SOURCE MATERIAL

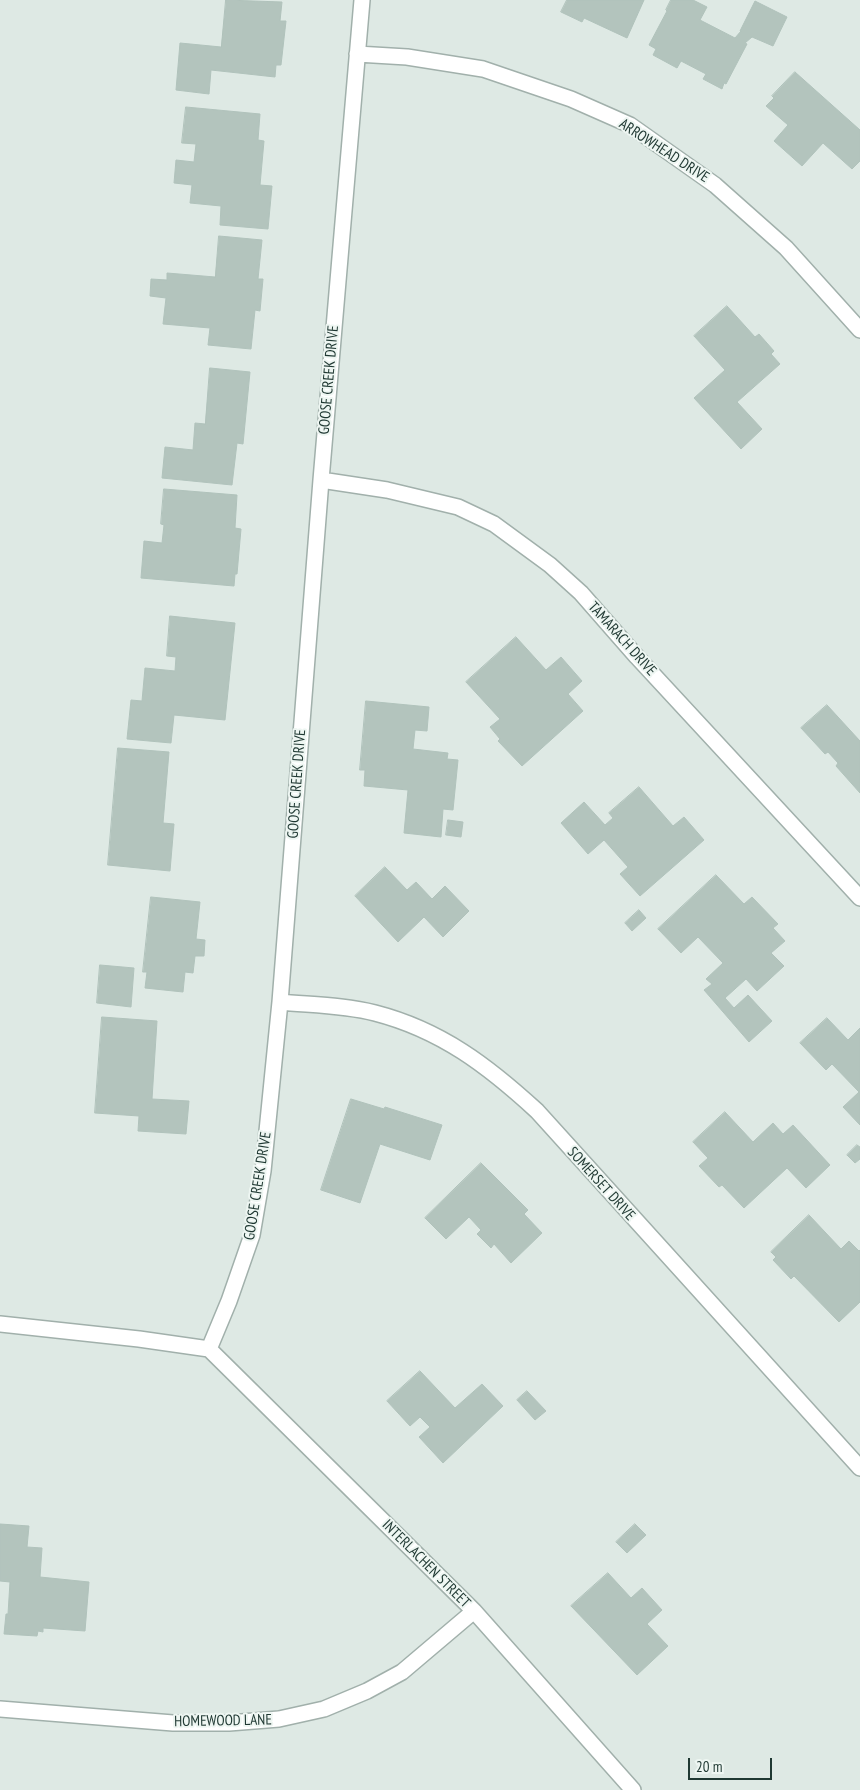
<!DOCTYPE html>
<style>
body{margin:0}
#map{position:relative;width:860px;height:1790px;overflow:hidden;background:#dee9e4;font-family:"PT Sans Narrow",sans-serif}
canvas{display:block}
.scale{position:absolute;left:688px;top:1758px;width:84px;height:22px;box-sizing:border-box;border:2px solid #1f3832;border-top:0;padding-left:6px;font-size:15px;line-height:18px;white-space:nowrap;color:#1f3832;-webkit-text-stroke:4px #eef6f2;paint-order:stroke}
</style>
<div id="map">
<canvas width="860" height="1790"></canvas>
<div class="scale">20 m</div>
</div>
<script>
const ctx = document.querySelector('canvas').getContext('2d');
ctx.lineJoin = 'round';
function paint(path, color) { ctx.fillStyle = color; ctx.fill(path, 'evenodd'); }
function strokePath(path, color, width, dash) { ctx.strokeStyle = color; ctx.lineWidth = width; ctx.lineCap = dash ? 'butt' : 'round'; ctx.setLineDash(dash || []); ctx.stroke(path); }
function drawText(font, color, halo, rows, align = 'center') {
  ctx.font = font + ' "PT Sans Narrow",sans-serif'; ctx.lineWidth = 4; ctx.setLineDash([]); ctx.textBaseline = 'middle'; ctx.strokeStyle = halo; ctx.fillStyle = color; for (const [text, x, y, turn = 0] of rows) {
    ctx.save(); ctx.translate(x, y); ctx.rotate((+turn || 0) * Math.PI / 180); ctx.textAlign = isNaN(turn) ? turn : align; if (halo) ctx.strokeText(text, 0, 0); ctx.fillText(text, 0, 0); ctx.restore();
  }
}
const building = new Path2D(`
 M226,0L282,2L280,21H286L281,65H276L275,77L211,70L209,94L176,90L180,43L221,47Z
 M567,0H644L627,38L584,18L582,22L561,12Z
 M671,0H693L707,7L700,20L735,38L741,31H740L755,1L787,17L773,46L752,37L745,43L747,44L726,84L724,83L722,89L703,79L706,74L681,61L677,68L653,55L656,49L649,45L667,11L666,10Z
 M795,72L860,130V161L852,169L823,143L802,166L774,141L788,125L766,106L774,98L772,96Z
 M186,107L260,114L258,140L264,141L260,185L272,186L268,229L220,225L221,206L190,203L192,185L174,183L176,160L194,162L196,144L182,143Z
 M219,236L262,240L258,279H263L260,311L255,310L251,349L208,345L210,328L163,324L166,298L150,296L151,279L167,280V273L215,277Z
 M727,306L755,337L759,334L774,351L771,354L780,364L737,402L762,429L741,449L694,398L725,370L694,336Z
 M210,368L250,372L243,444L237,443L232,485L162,478L165,447L193,450L195,423L205,424Z
 M164,489L237,495L235,528L241,529L237,574H235L234,586L141,578L144,541L162,543L164,525L161,524Z
 M170,616L235,623L225,720L174,715L171,743L127,739L131,700L142,701L145,668L175,671L176,657L167,656Z
 M516,637L546,670L561,657L582,681L568,694L583,711L522,766L498,741L500,739L490,727L500,719L466,682Z
 M366,701L429,707L427,731L415,730L413,749L448,753L447,759L458,760L453,810L443,809L441,837L404,833L408,790L364,786L365,770H360Z
 M827,705L860,741V793L836,766L838,763L828,752L825,754L801,728Z
 M118,748L169,752L163,823L174,824L170,871L108,865Z
 M639,787L673,826L684,817L704,840L640,896L620,874L628,867L604,840L588,854L561,823L584,802L605,825L613,818L609,813Z
 M448,820L463,822L461,837L446,835Z
 M385,867L407,890L416,882L432,899L445,886L469,911L443,937L424,917L398,942L355,896Z
 M716,875L744,904L752,897L778,924L773,928L785,941L771,953L784,966L757,991L746,979L725,998L734,1008L748,995L772,1021L749,1042L704,990L712,984L706,979L723,963L698,937L681,953L658,929Z
 M151,897L200,902L196,939L205,940L204,956H195L193,973L185,972L183,992L145,988L147,972H143Z
 M639,910L646,918L632,931L625,923Z
 M100,965L134,968L131,1007L97,1003Z
 M102,1017L157,1021L152,1099L189,1101L186,1134L138,1131L139,1116L95,1113Z
 M827,1018L848,1040L860,1028V1125L843,1107L859,1092L832,1064L826,1070L800,1043Z
 M351,1099L384,1109L385,1107L442,1125L430,1160L380,1144L360,1203L321,1190Z
 M725,1112L753,1142L773,1123L783,1134L793,1125L830,1165L806,1188L787,1168L744,1208L722,1185L719,1187L699,1166L708,1158L693,1142Z
 M857,1145L860,1147V1159L855,1163L847,1155Z
 M481,1163L528,1210L524,1214L542,1233L511,1263L494,1244L491,1248L477,1234L481,1230L469,1217L446,1239L425,1218Z
 M809,1215L841,1249L849,1241L859,1251L860,1250V1302L839,1322L794,1276L791,1279L773,1260L776,1257L771,1252Z
 M420,1371L455,1408L482,1384L503,1406L443,1463L419,1437L430,1427L420,1417L410,1426L387,1401Z
 M527,1391L546,1411L535,1420L517,1400Z
 M0,1524L29,1526L27,1547L42,1548L40,1577L89,1582L85,1631L43,1628V1632L38,1631L37,1636L4,1634L6,1614H8L10,1582L0,1581Z
 M635,1524L646,1535L627,1553L616,1542Z
 M608,1573L631,1598L642,1588L662,1610L647,1624L668,1646L637,1675L571,1606Z`);
paint(building, '#b3c4bd');
strokePath(building, '#b0c2bb', 1);
const street = new Path2D(`
 M357,54L407,57L483,69L571,99L630,125L715,185L786,248L860,330
 M321,480L387,490L458,507L494,524L550,565L581,593L637,657L860,898
 M280,1002C311,1005 344,1005 375,1013C441,1030 488,1066 537,1111L860,1468
 M0,1324L139,1339L209,1349L229,1301L252,1235L263,1171L280,1002L321,480L362,0
 M209,1349L474,1611L633,1790
 M0,1709L173,1723H229L279,1719L324,1709L367,1691L402,1672L474,1611`);
strokePath(street, '#a1b0ab', 18);
strokePath(street, '#fff', 15);
drawText('15px', '#1f3832', '#eef6f2', [
 ["ARROWHEAD DRIVE",664,151,33],
 ["GOOSE CREEK DRIVE",329,380,-85],
 ["TAMARACH DRIVE",622,639,48],
 ["GOOSE CREEK DRIVE",297,784,-86],
 ["SOMERSET DRIVE",601,1184,48],
 ["GOOSE CREEK DRIVE",258,1186,-81],
 ["INTERLACHEN STREET",426,1564,45],
 ["HOMEWOOD LANE",223,1721,-1]
]);
</script>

PROBLEM TO WORK ON
Starting at the line above that contains "M639,910L646,918L632,931L625,923Z", repeat each line exactly up to and including the line that contains "paint(building, '#b3c4bd');", and stop there.

YOUR RESPONSE
 M639,910L646,918L632,931L625,923Z
 M100,965L134,968L131,1007L97,1003Z
 M102,1017L157,1021L152,1099L189,1101L186,1134L138,1131L139,1116L95,1113Z
 M827,1018L848,1040L860,1028V1125L843,1107L859,1092L832,1064L826,1070L800,1043Z
 M351,1099L384,1109L385,1107L442,1125L430,1160L380,1144L360,1203L321,1190Z
 M725,1112L753,1142L773,1123L783,1134L793,1125L830,1165L806,1188L787,1168L744,1208L722,1185L719,1187L699,1166L708,1158L693,1142Z
 M857,1145L860,1147V1159L855,1163L847,1155Z
 M481,1163L528,1210L524,1214L542,1233L511,1263L494,1244L491,1248L477,1234L481,1230L469,1217L446,1239L425,1218Z
 M809,1215L841,1249L849,1241L859,1251L860,1250V1302L839,1322L794,1276L791,1279L773,1260L776,1257L771,1252Z
 M420,1371L455,1408L482,1384L503,1406L443,1463L419,1437L430,1427L420,1417L410,1426L387,1401Z
 M527,1391L546,1411L535,1420L517,1400Z
 M0,1524L29,1526L27,1547L42,1548L40,1577L89,1582L85,1631L43,1628V1632L38,1631L37,1636L4,1634L6,1614H8L10,1582L0,1581Z
 M635,1524L646,1535L627,1553L616,1542Z
 M608,1573L631,1598L642,1588L662,1610L647,1624L668,1646L637,1675L571,1606Z`);
paint(building, '#b3c4bd');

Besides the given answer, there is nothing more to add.